_Prompt_
Set down all of the entries exactly, leaving nothing out.

(Beginning of Input)

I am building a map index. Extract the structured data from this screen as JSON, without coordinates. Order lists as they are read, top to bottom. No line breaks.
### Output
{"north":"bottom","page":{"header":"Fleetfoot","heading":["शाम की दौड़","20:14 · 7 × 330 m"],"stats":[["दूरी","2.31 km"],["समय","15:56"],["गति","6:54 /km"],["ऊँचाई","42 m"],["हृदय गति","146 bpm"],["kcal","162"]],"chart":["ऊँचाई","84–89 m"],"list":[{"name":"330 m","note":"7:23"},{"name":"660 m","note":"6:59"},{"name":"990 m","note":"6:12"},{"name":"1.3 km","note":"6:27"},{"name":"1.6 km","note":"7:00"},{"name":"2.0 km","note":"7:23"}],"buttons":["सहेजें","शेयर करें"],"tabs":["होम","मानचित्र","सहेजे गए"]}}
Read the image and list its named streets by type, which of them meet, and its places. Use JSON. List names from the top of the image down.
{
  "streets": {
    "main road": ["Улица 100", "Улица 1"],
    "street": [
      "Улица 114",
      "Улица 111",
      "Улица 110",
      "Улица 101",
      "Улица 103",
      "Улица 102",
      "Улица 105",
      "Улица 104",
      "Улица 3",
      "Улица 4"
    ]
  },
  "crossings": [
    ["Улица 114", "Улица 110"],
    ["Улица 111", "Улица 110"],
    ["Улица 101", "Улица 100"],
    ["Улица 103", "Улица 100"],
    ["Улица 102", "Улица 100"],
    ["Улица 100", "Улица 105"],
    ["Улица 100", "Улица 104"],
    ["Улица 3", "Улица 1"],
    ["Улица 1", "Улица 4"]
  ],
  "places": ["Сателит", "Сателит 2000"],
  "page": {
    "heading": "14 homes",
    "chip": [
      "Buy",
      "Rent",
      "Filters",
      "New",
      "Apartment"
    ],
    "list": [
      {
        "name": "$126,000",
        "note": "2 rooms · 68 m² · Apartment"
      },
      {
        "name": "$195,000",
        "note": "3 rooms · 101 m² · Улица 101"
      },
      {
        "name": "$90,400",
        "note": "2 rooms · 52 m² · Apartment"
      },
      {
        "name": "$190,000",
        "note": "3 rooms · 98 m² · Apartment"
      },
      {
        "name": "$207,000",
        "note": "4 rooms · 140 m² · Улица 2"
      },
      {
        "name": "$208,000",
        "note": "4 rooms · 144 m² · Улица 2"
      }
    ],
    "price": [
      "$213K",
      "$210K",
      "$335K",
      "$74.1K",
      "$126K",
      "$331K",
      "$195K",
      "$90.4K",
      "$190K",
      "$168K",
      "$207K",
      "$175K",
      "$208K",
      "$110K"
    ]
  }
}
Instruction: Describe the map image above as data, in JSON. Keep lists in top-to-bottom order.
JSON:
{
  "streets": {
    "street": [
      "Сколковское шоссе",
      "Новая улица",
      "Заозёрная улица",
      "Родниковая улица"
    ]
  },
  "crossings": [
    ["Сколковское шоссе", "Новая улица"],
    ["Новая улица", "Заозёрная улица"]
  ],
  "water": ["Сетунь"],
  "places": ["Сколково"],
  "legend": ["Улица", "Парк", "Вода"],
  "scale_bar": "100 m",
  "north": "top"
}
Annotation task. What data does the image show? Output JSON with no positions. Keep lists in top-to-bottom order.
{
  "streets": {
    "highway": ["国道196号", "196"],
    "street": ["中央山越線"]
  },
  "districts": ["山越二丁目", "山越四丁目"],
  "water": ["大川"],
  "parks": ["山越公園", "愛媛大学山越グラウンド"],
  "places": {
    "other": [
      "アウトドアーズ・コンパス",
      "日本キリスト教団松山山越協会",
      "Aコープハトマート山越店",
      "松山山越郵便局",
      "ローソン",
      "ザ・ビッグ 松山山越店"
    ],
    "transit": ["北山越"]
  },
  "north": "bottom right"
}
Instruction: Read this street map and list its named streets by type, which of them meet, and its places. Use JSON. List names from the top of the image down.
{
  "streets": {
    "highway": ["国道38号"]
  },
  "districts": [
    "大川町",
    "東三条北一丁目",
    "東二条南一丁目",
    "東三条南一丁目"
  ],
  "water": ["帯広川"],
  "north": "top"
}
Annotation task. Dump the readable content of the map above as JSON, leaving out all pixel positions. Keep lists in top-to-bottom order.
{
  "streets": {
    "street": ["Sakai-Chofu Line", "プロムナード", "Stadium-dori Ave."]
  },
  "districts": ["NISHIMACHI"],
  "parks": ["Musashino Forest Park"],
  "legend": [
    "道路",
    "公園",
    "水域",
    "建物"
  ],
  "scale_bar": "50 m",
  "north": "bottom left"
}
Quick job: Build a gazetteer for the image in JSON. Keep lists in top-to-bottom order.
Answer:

(End of Input)

_Task output_
I am building a map index. Extract the structured data from this screen as JSON, without coordinates. Order lists as they are read, top to bottom. No line breaks.
### Output
{"north":"bottom","page":{"header":"Fleetfoot","heading":["शाम की दौड़","20:14 · 7 × 330 m"],"stats":[["दूरी","2.31 km"],["समय","15:56"],["गति","6:54 /km"],["ऊँचाई","42 m"],["हृदय गति","146 bpm"],["kcal","162"]],"chart":["ऊँचाई","84–89 m"],"list":[{"name":"330 m","note":"7:23"},{"name":"660 m","note":"6:59"},{"name":"990 m","note":"6:12"},{"name":"1.3 km","note":"6:27"},{"name":"1.6 km","note":"7:00"},{"name":"2.0 km","note":"7:23"}],"buttons":["सहेजें","शेयर करें"],"tabs":["होम","मानचित्र","सहेजे गए"]}}
Read the image and list its named streets by type, which of them meet, and its places. Use JSON. List names from the top of the image down.
{
  "streets": {
    "main road": ["Улица 100", "Улица 1"],
    "street": [
      "Улица 114",
      "Улица 111",
      "Улица 110",
      "Улица 101",
      "Улица 103",
      "Улица 102",
      "Улица 105",
      "Улица 104",
      "Улица 3",
      "Улица 4"
    ]
  },
  "crossings": [
    ["Улица 114", "Улица 110"],
    ["Улица 111", "Улица 110"],
    ["Улица 101", "Улица 100"],
    ["Улица 103", "Улица 100"],
    ["Улица 102", "Улица 100"],
    ["Улица 100", "Улица 105"],
    ["Улица 100", "Улица 104"],
    ["Улица 3", "Улица 1"],
    ["Улица 1", "Улица 4"]
  ],
  "places": ["Сателит", "Сателит 2000"],
  "page": {
    "heading": "14 homes",
    "chip": [
      "Buy",
      "Rent",
      "Filters",
      "New",
      "Apartment"
    ],
    "list": [
      {
        "name": "$126,000",
        "note": "2 rooms · 68 m² · Apartment"
      },
      {
        "name": "$195,000",
        "note": "3 rooms · 101 m² · Улица 101"
      },
      {
        "name": "$90,400",
        "note": "2 rooms · 52 m² · Apartment"
      },
      {
        "name": "$190,000",
        "note": "3 rooms · 98 m² · Apartment"
      },
      {
        "name": "$207,000",
        "note": "4 rooms · 140 m² · Улица 2"
      },
      {
        "name": "$208,000",
        "note": "4 rooms · 144 m² · Улица 2"
      }
    ],
    "price": [
      "$213K",
      "$210K",
      "$335K",
      "$74.1K",
      "$126K",
      "$331K",
      "$195K",
      "$90.4K",
      "$190K",
      "$168K",
      "$207K",
      "$175K",
      "$208K",
      "$110K"
    ]
  }
}
Instruction: Describe the map image above as data, in JSON. Keep lists in top-to-bottom order.
JSON:
{
  "streets": {
    "street": [
      "Сколковское шоссе",
      "Новая улица",
      "Заозёрная улица",
      "Родниковая улица"
    ]
  },
  "crossings": [
    ["Сколковское шоссе", "Новая улица"],
    ["Новая улица", "Заозёрная улица"]
  ],
  "water": ["Сетунь"],
  "places": ["Сколково"],
  "legend": ["Улица", "Парк", "Вода"],
  "scale_bar": "100 m",
  "north": "top"
}
Annotation task. What data does the image show? Output JSON with no positions. Keep lists in top-to-bottom order.
{
  "streets": {
    "highway": ["国道196号", "196"],
    "street": ["中央山越線"]
  },
  "districts": ["山越二丁目", "山越四丁目"],
  "water": ["大川"],
  "parks": ["山越公園", "愛媛大学山越グラウンド"],
  "places": {
    "other": [
      "アウトドアーズ・コンパス",
      "日本キリスト教団松山山越協会",
      "Aコープハトマート山越店",
      "松山山越郵便局",
      "ローソン",
      "ザ・ビッグ 松山山越店"
    ],
    "transit": ["北山越"]
  },
  "north": "bottom right"
}
Instruction: Read this street map and list its named streets by type, which of them meet, and its places. Use JSON. List names from the top of the image down.
{
  "streets": {
    "highway": ["国道38号"]
  },
  "districts": [
    "大川町",
    "東三条北一丁目",
    "東二条南一丁目",
    "東三条南一丁目"
  ],
  "water": ["帯広川"],
  "north": "top"
}
Annotation task. Dump the readable content of the map above as JSON, leaving out all pixel positions. Keep lists in top-to-bottom order.
{
  "streets": {
    "street": ["Sakai-Chofu Line", "プロムナード", "Stadium-dori Ave."]
  },
  "districts": ["NISHIMACHI"],
  "parks": ["Musashino Forest Park"],
  "legend": [
    "道路",
    "公園",
    "水域",
    "建物"
  ],
  "scale_bar": "50 m",
  "north": "bottom left"
}
Quick job: Build a gazetteer for the image in JSON. Keep lists in top-to-bottom order.
Answer:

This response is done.